Chapter 3: Data curation: A sustainability practice
3.7 Significant data curation models and frameworks
3.7.4 Digital Curation Centre curation lifecycle model
The Digital Curation Centre (DCC) has developed a curation model which illustrates the stages required for successful data curation. Like the data lifecycle (see Figure 3.3) this model is continuous, that is, it repeats itself in an ordered sequence. This DCC lifecycle model incorporates the functions of the holistic approach to data curation. This model can be used as generic guidelines within an organisation to ensure the necessary steps for effective data curation are completed in an orderly manner. The DCC lifecycle model aids in defining roles and responsibilities, building on a framework of standards and technology to be implemented (Data Curation Centre, 2008a).
The DCC curation lifecycle model complements, rather than restates, a number of standards and can be used in conjunction with other related reference models, standards and frameworks. A standard such as the OAIS (ISO 14721:2003) and other standards of the International Organisation of Standardisation (ISO) can be used to enhance the identification of processes, workflow design and other management tasks within the DCC curation lifecycle model (Higgins, 2008:135).
70
Figure 3.12: DCC curation lifecycle model (Higgins, 2008:136)
This lifecycle model comprises three groups namely, full lifecycle actions, sequential actions and occasional actions. As illustrated in Figure 3.12 (above), full lifecycle actions are shown inside the sequential actions (as discussed further in Section 3.7.4.1). These activities take place at any time during the digital curation lifecycle. Sequential actions are steps that are repeated to ensure the best practices of data curation are applied; this sequence may be repeated depending on the data and curation process. Occasional actions are actions which interrupt or reorder the sequential actions as a result of a decision (Data Curation Centre, 2008a).
The three groups of actions of the DCC curation lifecycle model as illustrated in Figure 3.12 are discussed in the following sub-sections with the purpose of clarifying the actions required to curate data.
71 3.7.4.1 Full lifecycle actions
Description and representation information (see inner ring surrounding the data, Figure 3.12) involves assigning metadata (administrative, descriptive, technical, structural and preservation). This action is carried out to assign representation information to understand and render digital data and associated metadata, enabling data to be used and reused. Preservation planning (ring surrounding description and representation information), plans for preservation throughout the data curation lifecycle and includes plans for management and administration of data. Community watch and participation (ring surrounding preservation planning) are implemented to monitor or watch appropriate communities and engage in the development of shared standards and tools. Data curation and preservation actions (ring surrounding community watch and participation) caution communities to manage and assign administrative actions planned to promote curation and preservation (Data Curation Centre, 2008a).

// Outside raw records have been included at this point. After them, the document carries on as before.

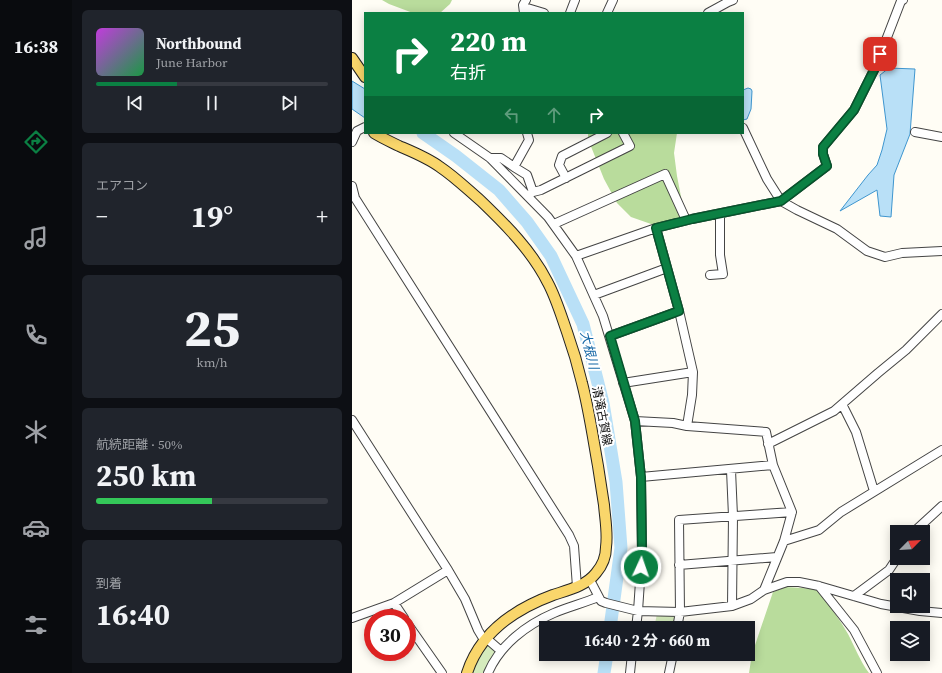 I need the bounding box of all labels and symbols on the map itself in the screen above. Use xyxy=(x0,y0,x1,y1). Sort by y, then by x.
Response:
pin xyxy=(863,37,897,71)
water label: 大根川 xyxy=(577,329,603,373)
street label: 清滝古賀線 xyxy=(588,385,616,447)
north arrow xyxy=(890,525,930,565)
position arrow xyxy=(620,546,662,588)
speed limit sign: 30 xyxy=(364,609,416,661) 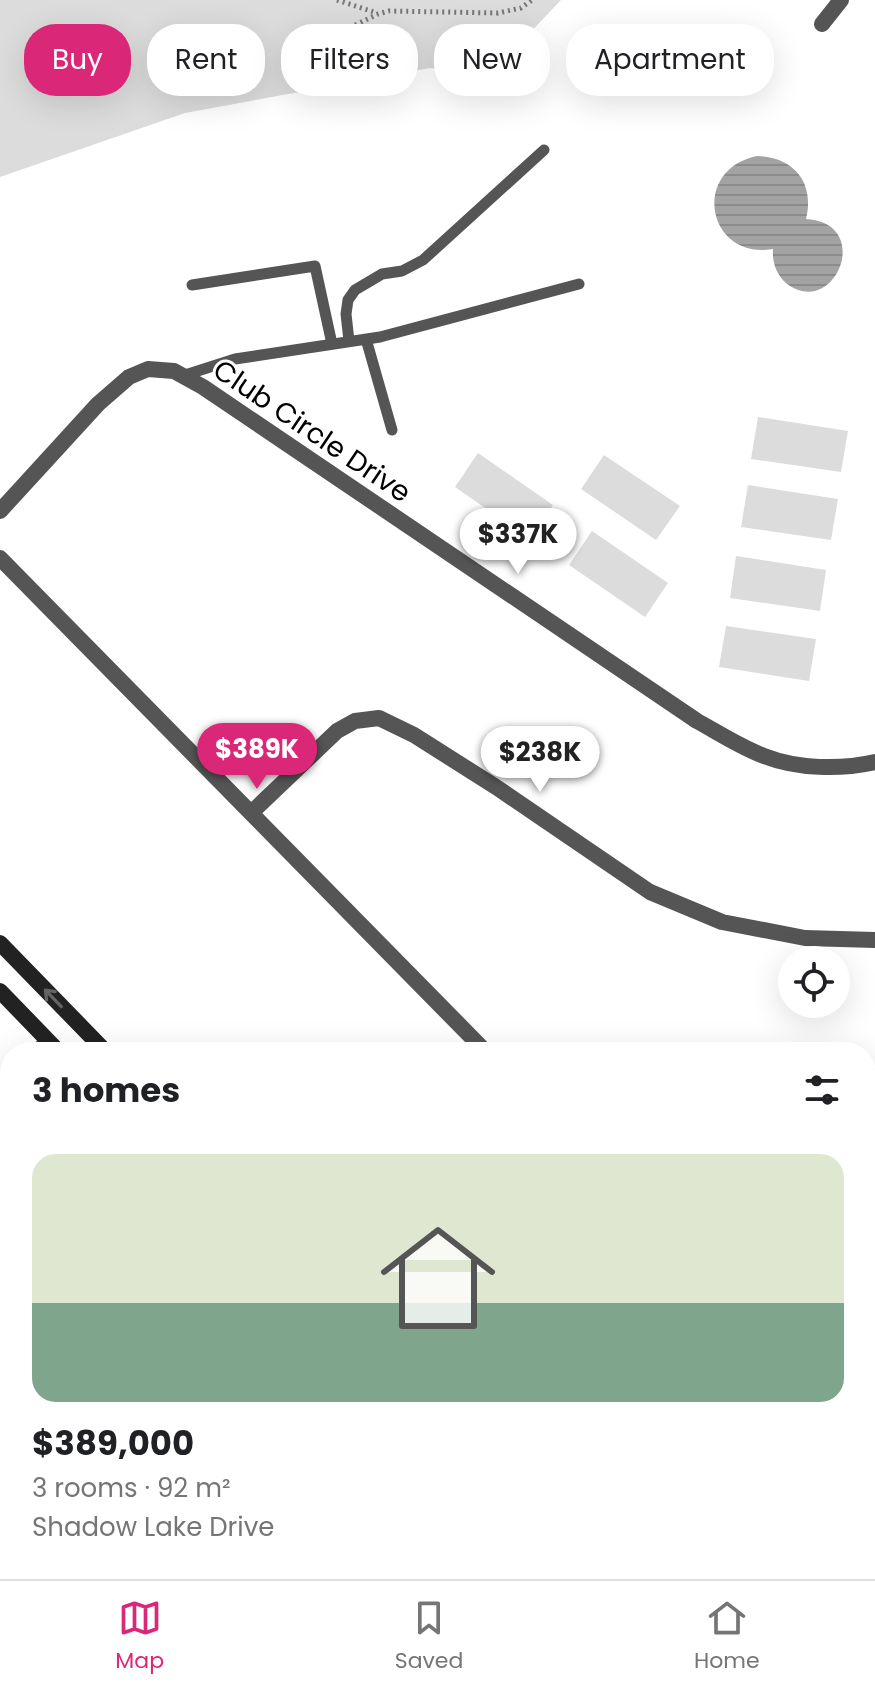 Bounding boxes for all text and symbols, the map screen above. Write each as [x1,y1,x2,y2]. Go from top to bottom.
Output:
chip: Buy [24,24,131,96]
chip: Rent [147,24,265,96]
chip: Filters [281,24,418,96]
chip: New [434,24,550,96]
chip: Apartment [566,24,774,96]
street label: Club Circle Drive [205,350,419,512]
pin: $337K [462,508,574,576]
text: $337K [478,516,558,552]
pin: $389K [201,723,313,791]
pin: $238K [484,726,596,794]
text: $389K [215,731,299,767]
text: $238K [499,734,581,770]
map controls [778,946,850,1018]
button: locate [778,946,850,1018]
one-way arrow [44,989,63,1008]
text: 3 homes [32,1066,180,1114]
icon: filters [800,1068,844,1112]
icon: home [366,1206,510,1350]
text: $389,000 [32,1419,194,1467]
text: 3 rooms · 92 m² [32,1470,231,1506]
text: Shadow Lake Drive [32,1509,274,1545]
tab: Map [115,1596,164,1677]
tab: Saved [395,1596,463,1677]
tab: Home [694,1596,760,1677]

3.7.4.2 Sequential actions
Sequential actions in the DCC curation lifecycle model (Figure 3.12) form the basis for active data curation and guide the data curation process in an orderly fashion. Higgins (2008:138) identifies the following as part of the sequential actions in the DCC lifecycle model:
Conceptualise: Plan the creation of data, and include methods of capture and storage options
Create and receive: The create metadata process preserves metadata from the time of creation, and receives data from data creators, archives, repositories and data centres
Appraise and select: Data for long-term curation and preservation is selected in accordance with policies and guidelines
Ingest: Requires the transfer of data to an archive, repository, data centre or other custodians, while adhering to guidelines, policies and other legal requirements
72
Preservation: Actions undertaken to ensure long-term preservation of the authoritative nature of data, these actions should ensure data remains authentic, reliable and usable, but at the same time maintains integrity
Store: Data is stored in a secure manner, while maintaining the relevant data standards
Access, use and reuse: Ensure access to data for designated users is maintained
Transform: Creation of new data from the original data through migration of formats or creation of subsets from new derived results
These sequential actions are at the heart of data curation activities and similar actions can be found in the OAIS functional model (see Section 3.7.2). These sequential actions have a logical orderly flow of actions, hence the name sequential actions. Data curation requires such logical processing to maintain and add value to data effectively.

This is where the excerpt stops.